5 Quick Tips to Keep Your Cool with a Rebellious Child

Whether you have a toddler in the “terrible two” phase or a mouthy teenager, all kids go through rebellious stages. It is a part of growing up, but that doesn’t make it any easier on you. The good news is that these phases usually pass, but how do you keep your sanity until then?

Take a look at Father Right’s quick tips for keeping your cool when your child is rebelling.

1. Take a deep breath.

Okay, take four or five of them. Before you hand down any punishments or start yelling, close your eyes and breathe deeply. Lashing out at your child will only further escalate the situation and won’t make anyone happy. Regain your composure before you proceed.

2. Walk away.

Even in the case of a screaming toddler, you can usually walk away (at home, at least). When a child of any age is being disrespectful, it is better to not engage them anyway. Let them learn that their bad behavior will not get anywhere with you and that you won’t stick around to witness it. Walk into another room, take a breath, and return when you and your child are ready to talk things over.

3. Be consistent.

Whatever your discipline method (grounding, time outs, taking away toys), make sure you employ it every time there is a behavior issue. If you give in even once, your child will see that there is a weakness, and take advantage of it. It will be tougher to use the consequence successfully the next time.
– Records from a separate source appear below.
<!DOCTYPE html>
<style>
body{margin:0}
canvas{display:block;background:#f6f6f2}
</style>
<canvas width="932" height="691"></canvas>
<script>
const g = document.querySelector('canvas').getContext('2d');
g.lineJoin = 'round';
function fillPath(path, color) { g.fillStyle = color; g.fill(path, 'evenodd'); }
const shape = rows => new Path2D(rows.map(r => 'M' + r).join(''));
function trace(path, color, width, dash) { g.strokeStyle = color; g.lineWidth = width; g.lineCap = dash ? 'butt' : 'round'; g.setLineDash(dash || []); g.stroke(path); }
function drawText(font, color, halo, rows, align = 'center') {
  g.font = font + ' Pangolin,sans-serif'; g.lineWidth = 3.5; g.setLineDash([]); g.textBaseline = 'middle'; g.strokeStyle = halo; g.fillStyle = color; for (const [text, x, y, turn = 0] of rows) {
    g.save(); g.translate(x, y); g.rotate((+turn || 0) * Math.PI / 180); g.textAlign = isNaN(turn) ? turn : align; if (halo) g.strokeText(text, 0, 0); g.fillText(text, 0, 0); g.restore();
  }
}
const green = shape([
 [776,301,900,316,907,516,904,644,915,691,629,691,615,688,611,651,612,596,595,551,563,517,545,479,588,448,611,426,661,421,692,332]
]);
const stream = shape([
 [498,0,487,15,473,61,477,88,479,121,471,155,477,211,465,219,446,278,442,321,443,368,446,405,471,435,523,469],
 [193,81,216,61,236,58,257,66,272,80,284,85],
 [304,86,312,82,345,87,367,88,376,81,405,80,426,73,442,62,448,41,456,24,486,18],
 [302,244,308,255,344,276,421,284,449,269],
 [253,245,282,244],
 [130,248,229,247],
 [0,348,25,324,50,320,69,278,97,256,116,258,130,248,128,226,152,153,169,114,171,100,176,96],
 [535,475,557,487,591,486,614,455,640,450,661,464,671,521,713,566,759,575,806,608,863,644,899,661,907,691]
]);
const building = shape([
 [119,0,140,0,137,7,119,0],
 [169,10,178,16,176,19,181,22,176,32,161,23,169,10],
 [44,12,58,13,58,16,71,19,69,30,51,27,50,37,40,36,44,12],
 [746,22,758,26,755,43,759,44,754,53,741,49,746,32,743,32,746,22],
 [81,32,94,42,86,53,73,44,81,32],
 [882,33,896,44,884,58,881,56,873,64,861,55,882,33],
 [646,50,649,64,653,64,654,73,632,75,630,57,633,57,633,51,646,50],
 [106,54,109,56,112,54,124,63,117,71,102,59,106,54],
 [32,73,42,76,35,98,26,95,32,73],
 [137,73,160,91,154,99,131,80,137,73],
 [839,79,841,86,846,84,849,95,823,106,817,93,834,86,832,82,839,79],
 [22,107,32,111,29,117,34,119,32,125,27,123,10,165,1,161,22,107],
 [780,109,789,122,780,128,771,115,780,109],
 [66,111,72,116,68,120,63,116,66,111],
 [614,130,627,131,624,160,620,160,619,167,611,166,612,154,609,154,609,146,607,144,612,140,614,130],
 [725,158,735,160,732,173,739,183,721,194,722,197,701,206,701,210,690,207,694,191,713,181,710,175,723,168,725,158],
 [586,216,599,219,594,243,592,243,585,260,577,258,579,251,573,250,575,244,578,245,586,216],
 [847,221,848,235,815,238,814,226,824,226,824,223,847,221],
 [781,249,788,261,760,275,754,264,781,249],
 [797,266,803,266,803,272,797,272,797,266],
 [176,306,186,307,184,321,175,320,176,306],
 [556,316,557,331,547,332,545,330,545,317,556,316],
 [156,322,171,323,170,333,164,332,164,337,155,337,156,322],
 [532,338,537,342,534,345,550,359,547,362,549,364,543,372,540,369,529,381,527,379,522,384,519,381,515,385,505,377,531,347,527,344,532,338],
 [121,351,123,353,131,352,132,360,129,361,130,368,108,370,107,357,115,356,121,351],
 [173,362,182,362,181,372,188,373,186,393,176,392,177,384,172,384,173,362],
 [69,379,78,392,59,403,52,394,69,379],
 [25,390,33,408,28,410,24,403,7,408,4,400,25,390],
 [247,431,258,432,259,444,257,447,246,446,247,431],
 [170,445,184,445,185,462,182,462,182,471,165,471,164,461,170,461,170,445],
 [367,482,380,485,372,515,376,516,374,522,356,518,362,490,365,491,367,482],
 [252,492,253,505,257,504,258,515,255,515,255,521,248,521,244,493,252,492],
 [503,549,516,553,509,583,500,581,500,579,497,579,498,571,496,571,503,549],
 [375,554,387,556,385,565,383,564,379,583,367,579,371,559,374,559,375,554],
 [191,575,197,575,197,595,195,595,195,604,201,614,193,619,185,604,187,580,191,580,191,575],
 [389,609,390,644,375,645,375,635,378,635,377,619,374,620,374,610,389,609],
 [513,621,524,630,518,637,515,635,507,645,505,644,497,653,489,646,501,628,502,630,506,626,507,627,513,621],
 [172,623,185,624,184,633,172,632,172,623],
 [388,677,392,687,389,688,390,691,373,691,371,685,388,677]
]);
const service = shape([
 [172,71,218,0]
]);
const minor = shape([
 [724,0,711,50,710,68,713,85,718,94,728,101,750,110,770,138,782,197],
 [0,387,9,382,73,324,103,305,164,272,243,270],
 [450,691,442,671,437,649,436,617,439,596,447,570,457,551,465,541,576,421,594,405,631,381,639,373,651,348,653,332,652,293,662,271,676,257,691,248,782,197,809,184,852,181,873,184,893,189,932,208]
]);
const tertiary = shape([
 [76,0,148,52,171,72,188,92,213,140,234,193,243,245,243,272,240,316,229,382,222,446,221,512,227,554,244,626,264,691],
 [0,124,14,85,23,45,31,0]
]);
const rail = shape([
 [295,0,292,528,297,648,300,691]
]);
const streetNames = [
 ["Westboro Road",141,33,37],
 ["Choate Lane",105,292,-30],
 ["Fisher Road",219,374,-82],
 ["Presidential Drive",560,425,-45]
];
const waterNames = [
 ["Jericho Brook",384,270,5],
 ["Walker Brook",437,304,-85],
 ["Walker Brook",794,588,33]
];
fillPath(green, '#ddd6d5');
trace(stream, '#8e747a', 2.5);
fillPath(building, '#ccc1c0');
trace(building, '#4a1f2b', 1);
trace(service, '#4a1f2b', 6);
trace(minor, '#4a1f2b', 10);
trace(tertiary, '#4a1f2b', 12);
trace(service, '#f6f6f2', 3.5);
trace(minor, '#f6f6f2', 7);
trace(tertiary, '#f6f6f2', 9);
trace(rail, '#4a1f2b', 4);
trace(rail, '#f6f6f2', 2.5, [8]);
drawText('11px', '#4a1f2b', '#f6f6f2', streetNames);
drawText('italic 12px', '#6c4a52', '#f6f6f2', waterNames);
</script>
4. Put yourself in their shoes.

Many times, adults do not understand why kids act up. That lack of understanding usually comes from the fact that you are applying adult logic to the situation. The truth is, kids simply do not think like adults. You may not be able to remember exactly how you felt at their age, but keep in mind that their perspective is much different than yours and that you have so many more years of knowledge and experience. That could go a long way towards a common understanding between you and your kids.

5. Get help.

If you are at your wit’s end with your rebellious child’s behavior, get some backup. Perhaps your spouse or ex can take a bigger role in the disciplining, or perhaps you can seek out some family counseling services. It’s okay to admit that you are frustrated with your child’s behavior and to pass the baton for a little while.

You will always love your kids, but a kid in the middle of a rebellious streak will certainly test your patience. Just remember that you are the adult. Approach it logically and you will get through it with less stress and plenty of love.